In times of change, it is necessary to prepare

There is no denying that jobs in AI are undergoing a metamorphosis. Whether for the near future or for today, the reality is that AI in all areas, it emerges as the need for professionals to acquire AI skills, but also to improve their personal skills. While AI is able to perform repetitive and analytical tasks efficiently, personal skills add an essential human element to the professional environment.

In other words, professionals who combine AI skills with personal skills will remain competitive in a labor market that will increasingly value skills that AI cannot reproduce. Globally, the number of companies with a “Chief AI” position has more than tripled in the past 5 years and has grown 13% since December 2022.

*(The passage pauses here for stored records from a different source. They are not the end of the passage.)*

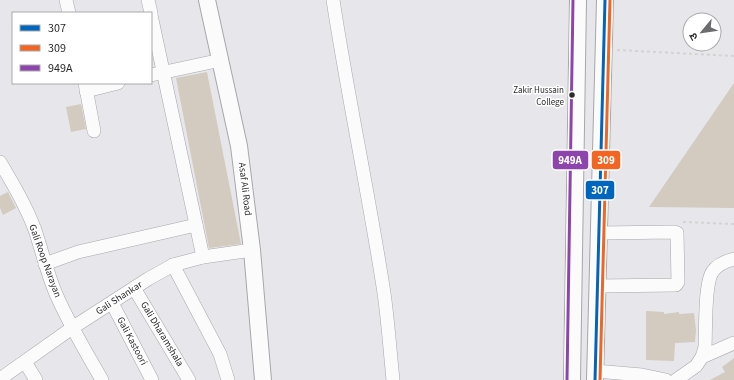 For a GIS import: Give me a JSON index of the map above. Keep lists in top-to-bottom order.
{
  "streets": {
    "main road": ["Asaf Ali Road"],
    "street": [
      "Gali Roop Narayan",
      "Gali Shankar",
      "Gali Dharamshala",
      "Gali Kastoori"
    ]
  },
  "crossings": [
    ["Asaf Ali Road", "Gali Shankar"],
    ["Gali Roop Narayan", "Gali Shankar"],
    ["Gali Shankar", "Gali Dharamshala"],
    ["Gali Shankar", "Gali Kastoori"]
  ],
  "places": ["Zakir Hussain College"],
  "lines": ["transit line 307", "transit line 309", "transit line 949A"],
  "legend": ["307", "309", "949A"],
  "north": "bottom left"
}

“Historically, jobs were defined by titles. But smart companies are starting to realize that they need to start defining jobs as a set of skills and tasks, and not just as titles. Then, start thinking about how these tasks will change as AI continues to advance, and then about what new skills we need to be successful.” Ryan Roslansky, CEO, LinkedIn.

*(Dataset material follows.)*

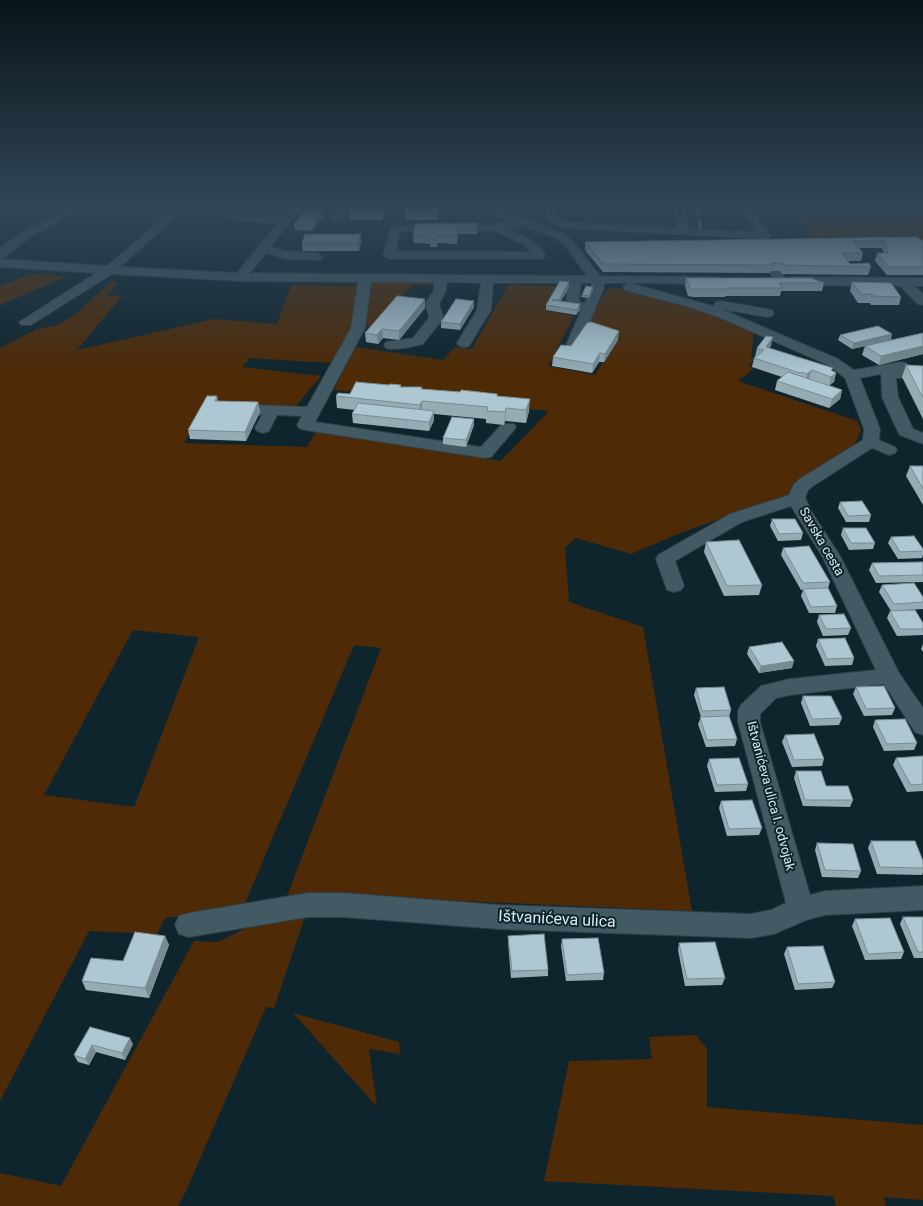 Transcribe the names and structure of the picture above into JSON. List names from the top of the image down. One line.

Professionals who may be replaced

According to LinkedIn data, some areas are most likely to see their functions disrupted or augmented by generative AI. Therefore, professionals in these industries are likely to lead the adoption of AI literacy and improve their personal skills.

The study suggests that, globally, technology, information, and media professionals topped the list, with 71% of them predicting changes in their roles due to the rise of AI. Retail (71%), Wholesale (68%), Financial Services (66%), and Professional Services (64%) also stand out as sectors in which the impacts of AI will be most impacted.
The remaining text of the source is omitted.